**EXERCISE DIRECTIONS**
Output the entire listing below exactly as it stands.

::::::::::

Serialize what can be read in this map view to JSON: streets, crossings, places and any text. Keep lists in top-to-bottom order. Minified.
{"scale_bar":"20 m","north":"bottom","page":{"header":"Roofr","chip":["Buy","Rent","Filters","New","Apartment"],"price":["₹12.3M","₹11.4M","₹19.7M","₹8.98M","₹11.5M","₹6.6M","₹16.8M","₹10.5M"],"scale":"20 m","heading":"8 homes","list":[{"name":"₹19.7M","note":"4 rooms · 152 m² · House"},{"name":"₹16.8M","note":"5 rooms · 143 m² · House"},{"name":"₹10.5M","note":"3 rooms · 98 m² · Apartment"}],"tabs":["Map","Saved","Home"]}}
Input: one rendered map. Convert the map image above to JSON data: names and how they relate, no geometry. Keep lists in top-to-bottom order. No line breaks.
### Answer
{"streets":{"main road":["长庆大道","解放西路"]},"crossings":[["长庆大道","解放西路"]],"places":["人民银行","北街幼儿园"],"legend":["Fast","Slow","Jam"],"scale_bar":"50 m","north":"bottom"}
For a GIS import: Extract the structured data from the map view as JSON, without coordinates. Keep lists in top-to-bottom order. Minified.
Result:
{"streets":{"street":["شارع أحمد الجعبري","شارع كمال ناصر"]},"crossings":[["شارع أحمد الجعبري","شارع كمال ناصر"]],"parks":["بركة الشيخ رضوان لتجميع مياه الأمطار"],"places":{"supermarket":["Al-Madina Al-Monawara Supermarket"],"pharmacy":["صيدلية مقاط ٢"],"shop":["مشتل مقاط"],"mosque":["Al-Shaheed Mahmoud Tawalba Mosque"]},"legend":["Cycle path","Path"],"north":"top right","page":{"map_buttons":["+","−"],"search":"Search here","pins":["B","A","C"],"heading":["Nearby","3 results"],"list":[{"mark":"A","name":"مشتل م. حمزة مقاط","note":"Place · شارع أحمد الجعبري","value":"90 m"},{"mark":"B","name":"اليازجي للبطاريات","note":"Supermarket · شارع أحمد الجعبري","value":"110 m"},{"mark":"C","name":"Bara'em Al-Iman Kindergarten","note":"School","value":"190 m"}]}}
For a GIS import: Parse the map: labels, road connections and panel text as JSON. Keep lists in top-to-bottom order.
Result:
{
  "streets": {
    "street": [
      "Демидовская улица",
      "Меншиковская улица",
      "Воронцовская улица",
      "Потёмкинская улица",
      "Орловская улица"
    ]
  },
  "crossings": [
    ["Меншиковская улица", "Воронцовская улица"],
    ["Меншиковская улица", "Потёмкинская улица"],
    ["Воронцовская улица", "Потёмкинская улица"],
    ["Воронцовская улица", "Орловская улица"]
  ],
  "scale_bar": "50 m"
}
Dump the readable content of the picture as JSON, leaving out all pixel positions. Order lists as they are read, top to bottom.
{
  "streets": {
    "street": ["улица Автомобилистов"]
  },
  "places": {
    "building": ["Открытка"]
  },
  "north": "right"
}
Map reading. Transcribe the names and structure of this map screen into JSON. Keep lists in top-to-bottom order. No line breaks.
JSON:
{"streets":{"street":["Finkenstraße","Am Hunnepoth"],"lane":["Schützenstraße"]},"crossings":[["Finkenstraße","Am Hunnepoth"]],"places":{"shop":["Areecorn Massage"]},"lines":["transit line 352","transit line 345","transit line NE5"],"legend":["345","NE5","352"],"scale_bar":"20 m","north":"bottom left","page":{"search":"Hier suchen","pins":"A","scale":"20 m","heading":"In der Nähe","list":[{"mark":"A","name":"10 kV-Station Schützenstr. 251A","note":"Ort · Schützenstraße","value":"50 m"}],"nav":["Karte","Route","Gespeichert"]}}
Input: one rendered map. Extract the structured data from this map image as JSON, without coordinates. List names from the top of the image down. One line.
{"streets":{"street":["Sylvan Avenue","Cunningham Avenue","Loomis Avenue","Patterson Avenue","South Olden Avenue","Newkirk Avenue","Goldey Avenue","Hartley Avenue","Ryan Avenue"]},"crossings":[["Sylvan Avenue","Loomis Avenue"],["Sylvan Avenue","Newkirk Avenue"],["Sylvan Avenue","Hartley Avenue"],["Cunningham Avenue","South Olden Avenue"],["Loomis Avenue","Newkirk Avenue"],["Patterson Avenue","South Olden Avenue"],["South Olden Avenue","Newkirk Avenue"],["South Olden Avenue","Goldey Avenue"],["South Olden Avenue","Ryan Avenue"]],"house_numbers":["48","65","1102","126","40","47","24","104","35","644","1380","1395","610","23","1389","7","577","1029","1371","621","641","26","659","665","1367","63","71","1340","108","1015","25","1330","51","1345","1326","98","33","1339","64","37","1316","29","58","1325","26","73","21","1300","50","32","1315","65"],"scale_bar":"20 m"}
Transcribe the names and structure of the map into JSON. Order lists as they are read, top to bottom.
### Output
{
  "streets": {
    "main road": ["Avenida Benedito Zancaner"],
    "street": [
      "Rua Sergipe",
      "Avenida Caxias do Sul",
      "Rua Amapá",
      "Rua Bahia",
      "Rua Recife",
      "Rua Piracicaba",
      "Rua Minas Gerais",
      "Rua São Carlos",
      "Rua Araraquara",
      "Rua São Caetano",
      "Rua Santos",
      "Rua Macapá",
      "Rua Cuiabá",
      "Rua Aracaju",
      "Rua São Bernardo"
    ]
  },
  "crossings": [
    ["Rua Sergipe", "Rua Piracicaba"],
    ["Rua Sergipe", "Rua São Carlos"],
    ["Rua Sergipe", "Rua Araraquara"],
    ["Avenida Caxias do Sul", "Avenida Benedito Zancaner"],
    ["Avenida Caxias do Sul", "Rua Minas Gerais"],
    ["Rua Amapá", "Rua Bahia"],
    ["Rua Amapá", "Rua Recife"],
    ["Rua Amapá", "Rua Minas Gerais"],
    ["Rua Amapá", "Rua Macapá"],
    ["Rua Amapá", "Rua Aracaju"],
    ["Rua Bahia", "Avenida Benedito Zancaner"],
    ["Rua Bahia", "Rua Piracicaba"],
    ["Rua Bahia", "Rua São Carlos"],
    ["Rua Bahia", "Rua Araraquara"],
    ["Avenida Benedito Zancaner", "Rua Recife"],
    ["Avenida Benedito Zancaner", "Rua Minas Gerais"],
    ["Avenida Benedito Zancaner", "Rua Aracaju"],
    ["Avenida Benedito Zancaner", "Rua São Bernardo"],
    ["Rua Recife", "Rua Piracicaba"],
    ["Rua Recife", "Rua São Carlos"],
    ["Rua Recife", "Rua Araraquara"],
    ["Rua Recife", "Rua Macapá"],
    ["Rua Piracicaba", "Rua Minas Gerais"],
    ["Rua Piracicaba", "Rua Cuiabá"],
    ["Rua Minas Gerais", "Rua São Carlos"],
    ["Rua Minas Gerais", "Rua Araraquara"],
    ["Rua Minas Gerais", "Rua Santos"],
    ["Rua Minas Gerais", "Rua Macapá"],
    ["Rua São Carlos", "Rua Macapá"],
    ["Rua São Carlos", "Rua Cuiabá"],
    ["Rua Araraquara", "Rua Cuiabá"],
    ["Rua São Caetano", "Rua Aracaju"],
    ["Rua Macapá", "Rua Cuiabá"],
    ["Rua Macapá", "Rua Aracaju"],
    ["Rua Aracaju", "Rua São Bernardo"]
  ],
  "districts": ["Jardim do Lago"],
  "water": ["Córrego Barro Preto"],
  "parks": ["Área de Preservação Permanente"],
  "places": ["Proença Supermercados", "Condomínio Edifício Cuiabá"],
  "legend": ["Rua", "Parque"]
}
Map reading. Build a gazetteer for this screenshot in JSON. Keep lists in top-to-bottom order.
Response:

::::::::::

**COMPLETED EXERCISE**
Serialize what can be read in this map view to JSON: streets, crossings, places and any text. Keep lists in top-to-bottom order. Minified.
{"scale_bar":"20 m","north":"bottom","page":{"header":"Roofr","chip":["Buy","Rent","Filters","New","Apartment"],"price":["₹12.3M","₹11.4M","₹19.7M","₹8.98M","₹11.5M","₹6.6M","₹16.8M","₹10.5M"],"scale":"20 m","heading":"8 homes","list":[{"name":"₹19.7M","note":"4 rooms · 152 m² · House"},{"name":"₹16.8M","note":"5 rooms · 143 m² · House"},{"name":"₹10.5M","note":"3 rooms · 98 m² · Apartment"}],"tabs":["Map","Saved","Home"]}}
Input: one rendered map. Convert the map image above to JSON data: names and how they relate, no geometry. Keep lists in top-to-bottom order. No line breaks.
### Answer
{"streets":{"main road":["长庆大道","解放西路"]},"crossings":[["长庆大道","解放西路"]],"places":["人民银行","北街幼儿园"],"legend":["Fast","Slow","Jam"],"scale_bar":"50 m","north":"bottom"}
For a GIS import: Extract the structured data from the map view as JSON, without coordinates. Keep lists in top-to-bottom order. Minified.
Result:
{"streets":{"street":["شارع أحمد الجعبري","شارع كمال ناصر"]},"crossings":[["شارع أحمد الجعبري","شارع كمال ناصر"]],"parks":["بركة الشيخ رضوان لتجميع مياه الأمطار"],"places":{"supermarket":["Al-Madina Al-Monawara Supermarket"],"pharmacy":["صيدلية مقاط ٢"],"shop":["مشتل مقاط"],"mosque":["Al-Shaheed Mahmoud Tawalba Mosque"]},"legend":["Cycle path","Path"],"north":"top right","page":{"map_buttons":["+","−"],"search":"Search here","pins":["B","A","C"],"heading":["Nearby","3 results"],"list":[{"mark":"A","name":"مشتل م. حمزة مقاط","note":"Place · شارع أحمد الجعبري","value":"90 m"},{"mark":"B","name":"اليازجي للبطاريات","note":"Supermarket · شارع أحمد الجعبري","value":"110 m"},{"mark":"C","name":"Bara'em Al-Iman Kindergarten","note":"School","value":"190 m"}]}}
For a GIS import: Parse the map: labels, road connections and panel text as JSON. Keep lists in top-to-bottom order.
Result:
{
  "streets": {
    "street": [
      "Демидовская улица",
      "Меншиковская улица",
      "Воронцовская улица",
      "Потёмкинская улица",
      "Орловская улица"
    ]
  },
  "crossings": [
    ["Меншиковская улица", "Воронцовская улица"],
    ["Меншиковская улица", "Потёмкинская улица"],
    ["Воронцовская улица", "Потёмкинская улица"],
    ["Воронцовская улица", "Орловская улица"]
  ],
  "scale_bar": "50 m"
}
Dump the readable content of the picture as JSON, leaving out all pixel positions. Order lists as they are read, top to bottom.
{
  "streets": {
    "street": ["улица Автомобилистов"]
  },
  "places": {
    "building": ["Открытка"]
  },
  "north": "right"
}
Map reading. Transcribe the names and structure of this map screen into JSON. Keep lists in top-to-bottom order. No line breaks.
JSON:
{"streets":{"street":["Finkenstraße","Am Hunnepoth"],"lane":["Schützenstraße"]},"crossings":[["Finkenstraße","Am Hunnepoth"]],"places":{"shop":["Areecorn Massage"]},"lines":["transit line 352","transit line 345","transit line NE5"],"legend":["345","NE5","352"],"scale_bar":"20 m","north":"bottom left","page":{"search":"Hier suchen","pins":"A","scale":"20 m","heading":"In der Nähe","list":[{"mark":"A","name":"10 kV-Station Schützenstr. 251A","note":"Ort · Schützenstraße","value":"50 m"}],"nav":["Karte","Route","Gespeichert"]}}
Input: one rendered map. Extract the structured data from this map image as JSON, without coordinates. List names from the top of the image down. One line.
{"streets":{"street":["Sylvan Avenue","Cunningham Avenue","Loomis Avenue","Patterson Avenue","South Olden Avenue","Newkirk Avenue","Goldey Avenue","Hartley Avenue","Ryan Avenue"]},"crossings":[["Sylvan Avenue","Loomis Avenue"],["Sylvan Avenue","Newkirk Avenue"],["Sylvan Avenue","Hartley Avenue"],["Cunningham Avenue","South Olden Avenue"],["Loomis Avenue","Newkirk Avenue"],["Patterson Avenue","South Olden Avenue"],["South Olden Avenue","Newkirk Avenue"],["South Olden Avenue","Goldey Avenue"],["South Olden Avenue","Ryan Avenue"]],"house_numbers":["48","65","1102","126","40","47","24","104","35","644","1380","1395","610","23","1389","7","577","1029","1371","621","641","26","659","665","1367","63","71","1340","108","1015","25","1330","51","1345","1326","98","33","1339","64","37","1316","29","58","1325","26","73","21","1300","50","32","1315","65"],"scale_bar":"20 m"}
Transcribe the names and structure of the map into JSON. Order lists as they are read, top to bottom.
### Output
{
  "streets": {
    "main road": ["Avenida Benedito Zancaner"],
    "street": [
      "Rua Sergipe",
      "Avenida Caxias do Sul",
      "Rua Amapá",
      "Rua Bahia",
      "Rua Recife",
      "Rua Piracicaba",
      "Rua Minas Gerais",
      "Rua São Carlos",
      "Rua Araraquara",
      "Rua São Caetano",
      "Rua Santos",
      "Rua Macapá",
      "Rua Cuiabá",
      "Rua Aracaju",
      "Rua São Bernardo"
    ]
  },
  "crossings": [
    ["Rua Sergipe", "Rua Piracicaba"],
    ["Rua Sergipe", "Rua São Carlos"],
    ["Rua Sergipe", "Rua Araraquara"],
    ["Avenida Caxias do Sul", "Avenida Benedito Zancaner"],
    ["Avenida Caxias do Sul", "Rua Minas Gerais"],
    ["Rua Amapá", "Rua Bahia"],
    ["Rua Amapá", "Rua Recife"],
    ["Rua Amapá", "Rua Minas Gerais"],
    ["Rua Amapá", "Rua Macapá"],
    ["Rua Amapá", "Rua Aracaju"],
    ["Rua Bahia", "Avenida Benedito Zancaner"],
    ["Rua Bahia", "Rua Piracicaba"],
    ["Rua Bahia", "Rua São Carlos"],
    ["Rua Bahia", "Rua Araraquara"],
    ["Avenida Benedito Zancaner", "Rua Recife"],
    ["Avenida Benedito Zancaner", "Rua Minas Gerais"],
    ["Avenida Benedito Zancaner", "Rua Aracaju"],
    ["Avenida Benedito Zancaner", "Rua São Bernardo"],
    ["Rua Recife", "Rua Piracicaba"],
    ["Rua Recife", "Rua São Carlos"],
    ["Rua Recife", "Rua Araraquara"],
    ["Rua Recife", "Rua Macapá"],
    ["Rua Piracicaba", "Rua Minas Gerais"],
    ["Rua Piracicaba", "Rua Cuiabá"],
    ["Rua Minas Gerais", "Rua São Carlos"],
    ["Rua Minas Gerais", "Rua Araraquara"],
    ["Rua Minas Gerais", "Rua Santos"],
    ["Rua Minas Gerais", "Rua Macapá"],
    ["Rua São Carlos", "Rua Macapá"],
    ["Rua São Carlos", "Rua Cuiabá"],
    ["Rua Araraquara", "Rua Cuiabá"],
    ["Rua São Caetano", "Rua Aracaju"],
    ["Rua Macapá", "Rua Cuiabá"],
    ["Rua Macapá", "Rua Aracaju"],
    ["Rua Aracaju", "Rua São Bernardo"]
  ],
  "districts": ["Jardim do Lago"],
  "water": ["Córrego Barro Preto"],
  "parks": ["Área de Preservação Permanente"],
  "places": ["Proença Supermercados", "Condomínio Edifício Cuiabá"],
  "legend": ["Rua", "Parque"]
}
Map reading. Build a gazetteer for this screenshot in JSON. Keep lists in top-to-bottom order.
Response:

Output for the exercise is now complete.